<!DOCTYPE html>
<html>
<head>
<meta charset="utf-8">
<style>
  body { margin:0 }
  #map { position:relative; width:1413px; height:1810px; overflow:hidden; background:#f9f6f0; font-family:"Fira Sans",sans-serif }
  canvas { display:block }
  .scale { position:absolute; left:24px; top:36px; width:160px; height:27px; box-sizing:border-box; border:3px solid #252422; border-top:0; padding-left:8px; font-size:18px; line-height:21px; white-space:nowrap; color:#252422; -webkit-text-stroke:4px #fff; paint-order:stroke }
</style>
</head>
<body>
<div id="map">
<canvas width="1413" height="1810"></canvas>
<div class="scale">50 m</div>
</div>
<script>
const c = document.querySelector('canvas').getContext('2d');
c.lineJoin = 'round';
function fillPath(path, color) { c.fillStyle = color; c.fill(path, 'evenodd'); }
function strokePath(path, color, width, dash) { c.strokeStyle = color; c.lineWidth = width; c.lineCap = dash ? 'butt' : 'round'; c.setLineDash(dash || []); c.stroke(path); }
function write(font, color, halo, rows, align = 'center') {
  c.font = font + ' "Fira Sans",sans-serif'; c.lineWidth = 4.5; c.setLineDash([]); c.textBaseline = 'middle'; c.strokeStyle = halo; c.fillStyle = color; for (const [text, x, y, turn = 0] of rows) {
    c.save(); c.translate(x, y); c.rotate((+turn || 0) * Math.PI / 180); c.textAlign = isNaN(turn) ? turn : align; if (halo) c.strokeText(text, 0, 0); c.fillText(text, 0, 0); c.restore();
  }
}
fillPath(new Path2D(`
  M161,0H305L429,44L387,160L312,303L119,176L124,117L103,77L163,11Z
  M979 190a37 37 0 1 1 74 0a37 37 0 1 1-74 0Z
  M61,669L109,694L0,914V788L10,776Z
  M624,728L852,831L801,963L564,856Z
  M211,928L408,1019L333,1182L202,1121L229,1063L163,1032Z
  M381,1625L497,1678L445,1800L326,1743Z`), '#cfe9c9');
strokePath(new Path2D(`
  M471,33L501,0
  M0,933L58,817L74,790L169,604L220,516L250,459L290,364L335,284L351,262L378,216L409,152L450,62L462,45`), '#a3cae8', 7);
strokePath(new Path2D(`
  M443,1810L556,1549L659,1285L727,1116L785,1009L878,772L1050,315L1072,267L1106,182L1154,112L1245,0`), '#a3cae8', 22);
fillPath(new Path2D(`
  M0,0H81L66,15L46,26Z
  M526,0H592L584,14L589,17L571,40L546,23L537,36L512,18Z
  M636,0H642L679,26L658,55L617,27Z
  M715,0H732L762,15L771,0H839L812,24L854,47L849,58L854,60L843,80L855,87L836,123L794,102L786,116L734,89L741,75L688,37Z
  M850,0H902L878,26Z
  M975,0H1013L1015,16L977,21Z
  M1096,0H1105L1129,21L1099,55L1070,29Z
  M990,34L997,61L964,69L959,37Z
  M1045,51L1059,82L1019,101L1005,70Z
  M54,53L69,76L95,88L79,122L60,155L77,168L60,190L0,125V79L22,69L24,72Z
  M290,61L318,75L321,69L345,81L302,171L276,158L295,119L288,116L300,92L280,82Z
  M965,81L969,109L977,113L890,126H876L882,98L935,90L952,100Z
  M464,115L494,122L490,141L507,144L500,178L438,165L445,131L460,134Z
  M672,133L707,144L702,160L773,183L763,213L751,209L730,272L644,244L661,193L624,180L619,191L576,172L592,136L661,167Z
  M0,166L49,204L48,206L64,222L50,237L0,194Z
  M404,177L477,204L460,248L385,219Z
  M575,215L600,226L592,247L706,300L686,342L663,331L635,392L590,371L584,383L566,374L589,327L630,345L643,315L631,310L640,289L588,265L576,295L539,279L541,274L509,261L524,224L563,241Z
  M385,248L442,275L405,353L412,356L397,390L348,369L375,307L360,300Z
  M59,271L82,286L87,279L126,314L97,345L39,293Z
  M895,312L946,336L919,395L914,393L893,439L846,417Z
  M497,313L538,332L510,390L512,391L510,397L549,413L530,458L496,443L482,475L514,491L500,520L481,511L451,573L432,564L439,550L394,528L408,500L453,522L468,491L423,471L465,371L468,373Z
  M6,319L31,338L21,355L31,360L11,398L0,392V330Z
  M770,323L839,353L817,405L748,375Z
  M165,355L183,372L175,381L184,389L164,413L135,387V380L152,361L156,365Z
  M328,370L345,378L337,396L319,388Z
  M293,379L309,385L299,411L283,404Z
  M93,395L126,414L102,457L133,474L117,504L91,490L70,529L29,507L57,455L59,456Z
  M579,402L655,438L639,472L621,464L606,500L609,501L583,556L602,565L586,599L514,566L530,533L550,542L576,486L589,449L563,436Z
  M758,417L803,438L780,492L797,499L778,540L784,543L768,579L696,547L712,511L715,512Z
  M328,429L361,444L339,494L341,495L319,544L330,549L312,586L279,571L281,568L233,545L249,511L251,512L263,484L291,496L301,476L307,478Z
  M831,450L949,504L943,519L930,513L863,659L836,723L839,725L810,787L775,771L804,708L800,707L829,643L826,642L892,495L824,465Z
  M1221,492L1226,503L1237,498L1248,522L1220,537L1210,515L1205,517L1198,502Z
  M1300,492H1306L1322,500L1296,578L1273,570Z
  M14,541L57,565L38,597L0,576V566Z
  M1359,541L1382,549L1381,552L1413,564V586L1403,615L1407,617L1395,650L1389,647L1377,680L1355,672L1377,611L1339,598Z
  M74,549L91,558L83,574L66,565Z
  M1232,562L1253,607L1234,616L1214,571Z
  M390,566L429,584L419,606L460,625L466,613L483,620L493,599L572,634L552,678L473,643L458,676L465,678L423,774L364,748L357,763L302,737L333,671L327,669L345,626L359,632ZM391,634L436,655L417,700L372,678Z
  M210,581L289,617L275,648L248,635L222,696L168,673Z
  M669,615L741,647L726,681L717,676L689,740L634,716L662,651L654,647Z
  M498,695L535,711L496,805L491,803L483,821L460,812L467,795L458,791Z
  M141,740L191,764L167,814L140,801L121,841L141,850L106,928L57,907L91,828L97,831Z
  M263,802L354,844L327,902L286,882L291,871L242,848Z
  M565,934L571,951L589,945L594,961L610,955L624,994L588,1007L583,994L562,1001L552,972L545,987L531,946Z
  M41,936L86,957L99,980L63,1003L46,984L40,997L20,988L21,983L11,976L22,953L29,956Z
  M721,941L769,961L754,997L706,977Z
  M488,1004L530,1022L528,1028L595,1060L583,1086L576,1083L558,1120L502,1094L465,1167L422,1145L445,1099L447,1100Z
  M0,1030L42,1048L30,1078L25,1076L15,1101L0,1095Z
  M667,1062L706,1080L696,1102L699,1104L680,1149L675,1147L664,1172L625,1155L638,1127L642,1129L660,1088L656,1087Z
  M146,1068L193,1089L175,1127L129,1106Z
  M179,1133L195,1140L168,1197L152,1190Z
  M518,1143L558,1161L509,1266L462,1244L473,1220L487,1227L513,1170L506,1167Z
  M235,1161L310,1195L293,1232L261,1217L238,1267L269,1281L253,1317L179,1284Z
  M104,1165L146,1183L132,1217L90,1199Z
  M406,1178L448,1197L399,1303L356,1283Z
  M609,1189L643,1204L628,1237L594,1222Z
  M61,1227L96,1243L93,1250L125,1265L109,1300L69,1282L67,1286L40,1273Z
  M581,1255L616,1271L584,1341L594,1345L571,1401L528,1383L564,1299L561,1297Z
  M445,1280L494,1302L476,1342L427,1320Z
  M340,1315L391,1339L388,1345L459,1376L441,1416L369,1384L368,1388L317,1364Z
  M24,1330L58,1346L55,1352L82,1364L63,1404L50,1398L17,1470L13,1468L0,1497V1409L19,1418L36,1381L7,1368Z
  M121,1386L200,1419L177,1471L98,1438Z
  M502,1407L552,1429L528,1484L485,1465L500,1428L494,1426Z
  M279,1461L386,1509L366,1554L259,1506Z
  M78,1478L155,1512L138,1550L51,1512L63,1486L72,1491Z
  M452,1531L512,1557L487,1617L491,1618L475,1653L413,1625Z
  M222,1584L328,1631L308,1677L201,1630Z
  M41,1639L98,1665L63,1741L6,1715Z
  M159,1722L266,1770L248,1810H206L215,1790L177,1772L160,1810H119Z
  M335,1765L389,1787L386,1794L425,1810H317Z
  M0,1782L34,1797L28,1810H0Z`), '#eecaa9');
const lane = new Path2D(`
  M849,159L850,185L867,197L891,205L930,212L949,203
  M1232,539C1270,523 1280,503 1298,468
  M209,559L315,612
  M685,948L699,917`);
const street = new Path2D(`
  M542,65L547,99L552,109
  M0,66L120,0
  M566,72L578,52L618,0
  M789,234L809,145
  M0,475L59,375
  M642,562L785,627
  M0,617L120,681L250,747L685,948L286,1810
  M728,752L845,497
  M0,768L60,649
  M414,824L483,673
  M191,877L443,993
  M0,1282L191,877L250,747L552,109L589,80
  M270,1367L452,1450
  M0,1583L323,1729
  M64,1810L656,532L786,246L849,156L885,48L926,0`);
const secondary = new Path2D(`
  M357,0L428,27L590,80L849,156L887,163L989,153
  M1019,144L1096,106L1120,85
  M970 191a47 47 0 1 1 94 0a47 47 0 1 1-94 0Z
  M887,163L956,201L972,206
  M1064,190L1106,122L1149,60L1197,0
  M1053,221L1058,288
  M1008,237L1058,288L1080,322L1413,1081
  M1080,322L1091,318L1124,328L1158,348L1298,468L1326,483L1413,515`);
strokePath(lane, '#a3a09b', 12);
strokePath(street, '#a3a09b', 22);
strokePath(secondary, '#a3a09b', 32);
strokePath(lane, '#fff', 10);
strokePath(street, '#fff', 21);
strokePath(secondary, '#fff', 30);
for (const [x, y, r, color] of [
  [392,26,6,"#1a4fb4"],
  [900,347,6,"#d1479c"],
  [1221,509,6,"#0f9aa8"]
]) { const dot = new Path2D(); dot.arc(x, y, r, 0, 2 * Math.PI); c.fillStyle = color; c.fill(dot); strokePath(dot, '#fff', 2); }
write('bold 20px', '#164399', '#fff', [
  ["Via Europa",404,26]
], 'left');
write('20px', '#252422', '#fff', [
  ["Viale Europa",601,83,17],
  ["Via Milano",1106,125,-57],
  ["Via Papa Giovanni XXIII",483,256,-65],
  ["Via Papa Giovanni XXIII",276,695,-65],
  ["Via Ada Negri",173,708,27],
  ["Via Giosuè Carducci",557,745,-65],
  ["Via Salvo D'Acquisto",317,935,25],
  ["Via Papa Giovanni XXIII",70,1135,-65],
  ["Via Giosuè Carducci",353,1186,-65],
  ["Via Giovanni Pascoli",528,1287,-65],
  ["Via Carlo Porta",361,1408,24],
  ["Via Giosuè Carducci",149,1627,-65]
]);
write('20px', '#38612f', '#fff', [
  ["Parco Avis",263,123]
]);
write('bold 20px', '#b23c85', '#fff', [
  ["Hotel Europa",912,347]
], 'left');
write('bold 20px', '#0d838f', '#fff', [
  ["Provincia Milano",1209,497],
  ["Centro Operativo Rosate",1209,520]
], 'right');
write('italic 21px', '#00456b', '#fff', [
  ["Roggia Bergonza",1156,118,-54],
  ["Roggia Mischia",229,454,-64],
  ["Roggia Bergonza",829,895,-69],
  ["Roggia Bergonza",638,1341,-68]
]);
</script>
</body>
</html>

-- -- --

== Work item ==
In the entries above, the lines from the one bearing "c.lineJoin = 'round';" up to and including the one bearing "M161,0H305L429,44L387,160L312,303L119,176L124,117L103,77L163,11Z" should be transcribed exactly; no other line is wanted.

== The completed task ==
c.lineJoin = 'round';
function fillPath(path, color) { c.fillStyle = color; c.fill(path, 'evenodd'); }
function strokePath(path, color, width, dash) { c.strokeStyle = color; c.lineWidth = width; c.lineCap = dash ? 'butt' : 'round'; c.setLineDash(dash || []); c.stroke(path); }
function write(font, color, halo, rows, align = 'center') {
  c.font = font + ' "Fira Sans",sans-serif'; c.lineWidth = 4.5; c.setLineDash([]); c.textBaseline = 'middle'; c.strokeStyle = halo; c.fillStyle = color; for (const [text, x, y, turn = 0] of rows) {
    c.save(); c.translate(x, y); c.rotate((+turn || 0) * Math.PI / 180); c.textAlign = isNaN(turn) ? turn : align; if (halo) c.strokeText(text, 0, 0); c.fillText(text, 0, 0); c.restore();
  }
}
fillPath(new Path2D(`
  M161,0H305L429,44L387,160L312,303L119,176L124,117L103,77L163,11Z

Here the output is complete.